Dataset entries
+ + + +
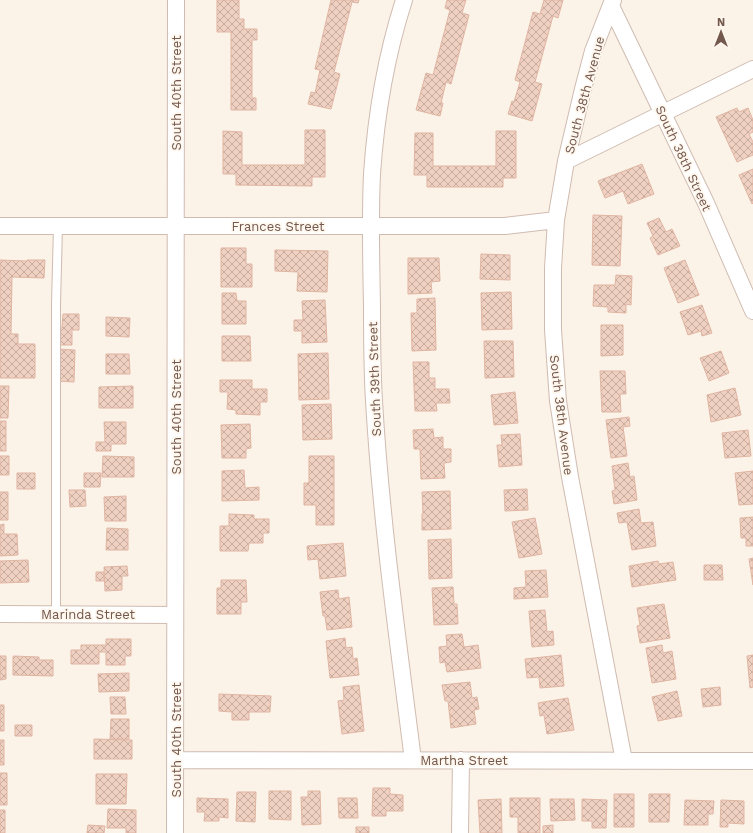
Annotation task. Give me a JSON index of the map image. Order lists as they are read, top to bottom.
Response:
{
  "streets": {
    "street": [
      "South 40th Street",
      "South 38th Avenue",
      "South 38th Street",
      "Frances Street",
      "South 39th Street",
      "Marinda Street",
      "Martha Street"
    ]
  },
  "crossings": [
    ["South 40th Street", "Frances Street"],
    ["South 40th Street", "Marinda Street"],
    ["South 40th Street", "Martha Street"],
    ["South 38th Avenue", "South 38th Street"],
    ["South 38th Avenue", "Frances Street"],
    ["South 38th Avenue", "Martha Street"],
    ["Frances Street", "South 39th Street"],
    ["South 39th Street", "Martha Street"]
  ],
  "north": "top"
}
+ + + +
EXERCISE REQUIREMENTS: Here the job is to print all the data exactly, skipping any image.

TASK RESPONSE:
Annotation task. Give me a JSON index of the map image. Order lists as they are read, top to bottom.
Response:
{
  "streets": {
    "street": [
      "South 40th Street",
      "South 38th Avenue",
      "South 38th Street",
      "Frances Street",
      "South 39th Street",
      "Marinda Street",
      "Martha Street"
    ]
  },
  "crossings": [
    ["South 40th Street", "Frances Street"],
    ["South 40th Street", "Marinda Street"],
    ["South 40th Street", "Martha Street"],
    ["South 38th Avenue", "South 38th Street"],
    ["South 38th Avenue", "Frances Street"],
    ["South 38th Avenue", "Martha Street"],
    ["Frances Street", "South 39th Street"],
    ["South 39th Street", "Martha Street"]
  ],
  "north": "top"
}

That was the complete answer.